Today I work for Achievement First, a network of charter public schools serving families in New York, Connecticut and Rhode Island, building strong teaching teams for our middle schools. We look for teachers who possess content mastery and excellent classroom management skills, as well as mindsets like persistence, grit, reflectiveness, and a desire to constantly learn and improve.
Because many of these characteristics are aligned with what Teach For America looks for in their candidates, we consider corps members for open positions and hire a number each year. I'm consistently impressed with their firm belief that our students can achieve anything with the right support, which echoes Achievement First's mission to deliver on the promise of equal educational opportunity for all of America's children.
As I read Olivia Frank's recent article about Teach For America, I was struck by two things. First, she shares my deep commitment to ending educational inequity. Second, she has a narrow view of the work that many members of the Teach For America network do. With a network of 11,000 corps members reaching more than 750,000 students and 32,000 alumni, it's a group with a diverse range of backgrounds and perspectives. But, informed by our corps experience, we're united in our commitment to ensure that every child, regardless of his or her zip code or family income, has a shot at a great education. Two-thirds of Teach For America alums work full-time in education like me. One-third are classroom teachers. Others are tackling issues that impact low-income communities from a range of other sectors.

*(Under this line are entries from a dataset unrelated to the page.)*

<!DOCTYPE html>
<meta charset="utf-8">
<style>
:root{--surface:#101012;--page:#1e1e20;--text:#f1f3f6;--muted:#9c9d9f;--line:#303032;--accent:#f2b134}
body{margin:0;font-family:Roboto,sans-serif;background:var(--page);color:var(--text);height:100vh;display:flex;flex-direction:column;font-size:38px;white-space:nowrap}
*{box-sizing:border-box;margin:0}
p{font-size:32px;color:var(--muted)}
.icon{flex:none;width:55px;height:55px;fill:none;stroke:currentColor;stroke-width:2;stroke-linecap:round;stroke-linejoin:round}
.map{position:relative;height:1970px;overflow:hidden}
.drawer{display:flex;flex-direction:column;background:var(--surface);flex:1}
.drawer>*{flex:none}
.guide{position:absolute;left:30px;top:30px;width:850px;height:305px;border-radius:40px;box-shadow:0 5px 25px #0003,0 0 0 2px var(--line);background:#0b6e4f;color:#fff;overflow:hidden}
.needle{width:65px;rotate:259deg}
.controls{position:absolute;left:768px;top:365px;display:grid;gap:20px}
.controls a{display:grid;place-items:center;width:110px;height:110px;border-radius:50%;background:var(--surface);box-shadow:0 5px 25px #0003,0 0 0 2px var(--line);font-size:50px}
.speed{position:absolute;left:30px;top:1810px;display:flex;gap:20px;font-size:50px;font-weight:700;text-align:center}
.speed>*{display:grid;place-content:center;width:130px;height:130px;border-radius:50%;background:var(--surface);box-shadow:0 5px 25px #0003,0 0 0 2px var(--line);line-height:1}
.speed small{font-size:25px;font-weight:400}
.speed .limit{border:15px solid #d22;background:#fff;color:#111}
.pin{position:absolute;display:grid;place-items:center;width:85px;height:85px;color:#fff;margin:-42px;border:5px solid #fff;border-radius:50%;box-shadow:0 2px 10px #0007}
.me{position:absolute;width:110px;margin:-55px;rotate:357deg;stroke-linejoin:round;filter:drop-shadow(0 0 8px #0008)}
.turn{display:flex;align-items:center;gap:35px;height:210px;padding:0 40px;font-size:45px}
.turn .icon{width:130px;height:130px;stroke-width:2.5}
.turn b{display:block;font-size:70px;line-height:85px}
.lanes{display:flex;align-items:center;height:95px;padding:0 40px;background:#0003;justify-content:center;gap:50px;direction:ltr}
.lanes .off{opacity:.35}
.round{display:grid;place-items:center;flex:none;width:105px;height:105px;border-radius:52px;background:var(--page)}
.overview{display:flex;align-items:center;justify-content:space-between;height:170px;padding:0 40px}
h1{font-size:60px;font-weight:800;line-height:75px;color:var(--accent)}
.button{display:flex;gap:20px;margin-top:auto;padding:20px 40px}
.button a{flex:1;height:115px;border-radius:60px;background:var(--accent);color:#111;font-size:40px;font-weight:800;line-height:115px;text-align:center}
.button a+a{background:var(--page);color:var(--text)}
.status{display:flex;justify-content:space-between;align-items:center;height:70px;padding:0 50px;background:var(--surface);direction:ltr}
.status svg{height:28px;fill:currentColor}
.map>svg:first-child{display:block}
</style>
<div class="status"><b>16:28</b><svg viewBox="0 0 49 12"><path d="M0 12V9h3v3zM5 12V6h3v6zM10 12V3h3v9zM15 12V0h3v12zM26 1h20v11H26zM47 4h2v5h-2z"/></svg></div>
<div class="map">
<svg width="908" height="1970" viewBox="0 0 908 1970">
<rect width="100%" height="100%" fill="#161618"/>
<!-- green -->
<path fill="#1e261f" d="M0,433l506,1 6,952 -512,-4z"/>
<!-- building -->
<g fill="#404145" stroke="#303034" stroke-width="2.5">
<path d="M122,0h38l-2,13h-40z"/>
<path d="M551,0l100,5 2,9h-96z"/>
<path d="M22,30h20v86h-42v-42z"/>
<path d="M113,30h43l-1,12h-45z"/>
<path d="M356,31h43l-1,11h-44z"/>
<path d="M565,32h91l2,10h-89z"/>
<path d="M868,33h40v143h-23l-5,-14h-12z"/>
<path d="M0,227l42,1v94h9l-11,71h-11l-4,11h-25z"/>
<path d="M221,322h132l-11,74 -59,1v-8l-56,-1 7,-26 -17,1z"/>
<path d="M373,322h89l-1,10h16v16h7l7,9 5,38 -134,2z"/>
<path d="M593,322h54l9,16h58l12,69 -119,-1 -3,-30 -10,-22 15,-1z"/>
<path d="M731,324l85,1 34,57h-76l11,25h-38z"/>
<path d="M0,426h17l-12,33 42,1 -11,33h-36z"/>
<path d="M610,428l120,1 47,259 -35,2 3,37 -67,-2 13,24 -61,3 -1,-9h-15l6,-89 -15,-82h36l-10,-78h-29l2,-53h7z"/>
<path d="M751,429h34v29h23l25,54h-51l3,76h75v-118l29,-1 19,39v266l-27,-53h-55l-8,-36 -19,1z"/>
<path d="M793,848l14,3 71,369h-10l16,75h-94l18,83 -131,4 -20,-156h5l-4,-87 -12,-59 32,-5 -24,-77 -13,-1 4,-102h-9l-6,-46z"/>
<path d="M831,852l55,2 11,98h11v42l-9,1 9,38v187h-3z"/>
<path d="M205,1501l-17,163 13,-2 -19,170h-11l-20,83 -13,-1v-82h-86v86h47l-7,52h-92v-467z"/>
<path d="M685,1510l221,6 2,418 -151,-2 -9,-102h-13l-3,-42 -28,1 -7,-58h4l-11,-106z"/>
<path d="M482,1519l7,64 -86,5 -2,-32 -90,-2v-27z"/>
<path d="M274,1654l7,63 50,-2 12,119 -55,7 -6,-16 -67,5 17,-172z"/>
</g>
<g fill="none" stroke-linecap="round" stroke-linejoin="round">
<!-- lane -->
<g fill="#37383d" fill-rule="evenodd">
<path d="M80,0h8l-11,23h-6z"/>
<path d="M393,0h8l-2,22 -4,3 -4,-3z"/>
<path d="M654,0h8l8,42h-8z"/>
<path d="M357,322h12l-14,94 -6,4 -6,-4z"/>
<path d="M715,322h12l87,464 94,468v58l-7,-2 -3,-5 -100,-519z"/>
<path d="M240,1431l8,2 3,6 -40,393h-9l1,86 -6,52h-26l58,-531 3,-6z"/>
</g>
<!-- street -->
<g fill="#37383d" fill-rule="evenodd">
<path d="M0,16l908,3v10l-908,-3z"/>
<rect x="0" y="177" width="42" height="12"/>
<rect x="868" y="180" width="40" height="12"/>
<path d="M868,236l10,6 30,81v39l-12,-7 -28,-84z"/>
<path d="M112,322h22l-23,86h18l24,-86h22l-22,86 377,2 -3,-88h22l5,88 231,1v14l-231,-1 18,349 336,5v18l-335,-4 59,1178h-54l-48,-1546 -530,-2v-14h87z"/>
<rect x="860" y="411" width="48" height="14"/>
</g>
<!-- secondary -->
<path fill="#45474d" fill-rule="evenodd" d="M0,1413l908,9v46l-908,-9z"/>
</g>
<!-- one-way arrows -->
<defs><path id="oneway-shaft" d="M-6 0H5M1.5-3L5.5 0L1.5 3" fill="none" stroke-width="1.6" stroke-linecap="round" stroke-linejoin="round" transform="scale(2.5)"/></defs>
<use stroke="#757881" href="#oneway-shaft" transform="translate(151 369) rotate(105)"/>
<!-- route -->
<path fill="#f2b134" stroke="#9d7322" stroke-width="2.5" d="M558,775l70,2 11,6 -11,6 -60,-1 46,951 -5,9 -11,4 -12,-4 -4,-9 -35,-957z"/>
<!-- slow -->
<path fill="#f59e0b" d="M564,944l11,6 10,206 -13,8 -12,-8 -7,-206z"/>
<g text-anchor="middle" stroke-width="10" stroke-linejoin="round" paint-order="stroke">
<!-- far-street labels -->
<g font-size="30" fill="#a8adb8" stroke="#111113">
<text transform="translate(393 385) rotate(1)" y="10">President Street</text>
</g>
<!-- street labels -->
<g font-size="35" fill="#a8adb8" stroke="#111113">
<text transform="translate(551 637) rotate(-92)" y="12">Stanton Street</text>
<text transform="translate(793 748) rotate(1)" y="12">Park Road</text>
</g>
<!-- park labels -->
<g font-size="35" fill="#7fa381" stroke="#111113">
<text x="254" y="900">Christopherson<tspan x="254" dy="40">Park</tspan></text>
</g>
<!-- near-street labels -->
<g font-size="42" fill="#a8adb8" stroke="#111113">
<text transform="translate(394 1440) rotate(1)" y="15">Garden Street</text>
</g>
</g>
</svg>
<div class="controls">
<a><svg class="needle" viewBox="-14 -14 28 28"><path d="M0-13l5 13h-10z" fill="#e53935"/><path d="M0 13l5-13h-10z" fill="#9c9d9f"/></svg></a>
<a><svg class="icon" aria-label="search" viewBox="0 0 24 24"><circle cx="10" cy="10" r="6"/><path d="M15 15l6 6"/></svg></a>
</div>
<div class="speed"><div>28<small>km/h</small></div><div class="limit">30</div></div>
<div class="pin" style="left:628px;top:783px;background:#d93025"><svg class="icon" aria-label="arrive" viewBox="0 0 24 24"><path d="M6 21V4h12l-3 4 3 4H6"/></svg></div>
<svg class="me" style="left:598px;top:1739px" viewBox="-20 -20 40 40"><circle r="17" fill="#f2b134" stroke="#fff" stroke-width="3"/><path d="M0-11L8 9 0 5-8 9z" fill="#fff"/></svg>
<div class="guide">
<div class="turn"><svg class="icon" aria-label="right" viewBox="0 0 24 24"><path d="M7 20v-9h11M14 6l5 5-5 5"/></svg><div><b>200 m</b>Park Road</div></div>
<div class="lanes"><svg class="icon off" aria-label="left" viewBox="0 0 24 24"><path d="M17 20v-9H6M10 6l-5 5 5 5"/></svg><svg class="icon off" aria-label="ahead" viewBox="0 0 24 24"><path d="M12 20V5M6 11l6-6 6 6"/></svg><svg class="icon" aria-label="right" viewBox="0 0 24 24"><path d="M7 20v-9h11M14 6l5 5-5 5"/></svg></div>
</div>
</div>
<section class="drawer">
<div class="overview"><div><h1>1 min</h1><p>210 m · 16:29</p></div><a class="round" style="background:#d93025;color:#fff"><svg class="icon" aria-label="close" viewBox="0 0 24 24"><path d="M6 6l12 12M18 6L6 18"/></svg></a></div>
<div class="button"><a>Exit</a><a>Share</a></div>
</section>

No doubt, teaching is one of the hardest things that I've ever done, but I had many resources to draw on while I developed as a classroom leader. With intensive, hands-on pre-service training, the support of my Teach For America instructional coach throughout my two years in the corps and the guidance of my colleagues at Thoreau, I was able to lead my students to over two years of reading growth. Many other corps members share that experience. A recent independent study by Mathematica Policy Research found that corps members in their first and second year of teaching do as well or better than other teachers. On average, students taught by Teach For America teachers show an additional 2.6 months of learning in math over the course of a year.
In Gallup, like many other rural communities across America, my school district struggled to attract and retain effective teachers. Teach For America provided one critical pipeline of candidates. In other places, the teacher job market is much tighter, but many districts must continue to make new hires for open positions. Teach For America provides one critical source of diverse teaching talent, and school and district officials decide whom to hire for their open positions.
At Skidmore, every first-year learns that creative thought matters. I've taken that charge to the wider world, knowing that it will take fresh, innovative thinking to solve the massive problem of educational inequity, which can seem like an intractable problem. My students showed me every day that, by thinking outside the box and giving just a little more of yourself, you can change the future for our next generation of leaders. All of us in this fight for educational equity must come together in innovative ways, not tear one another down. Let's give kids our best creative thinking.
Josh Lauren is a 2007 graduate of Skidmore College and a 2007 New Mexico Teach For America corps member. He serves as a talent recruiter for Achievement First.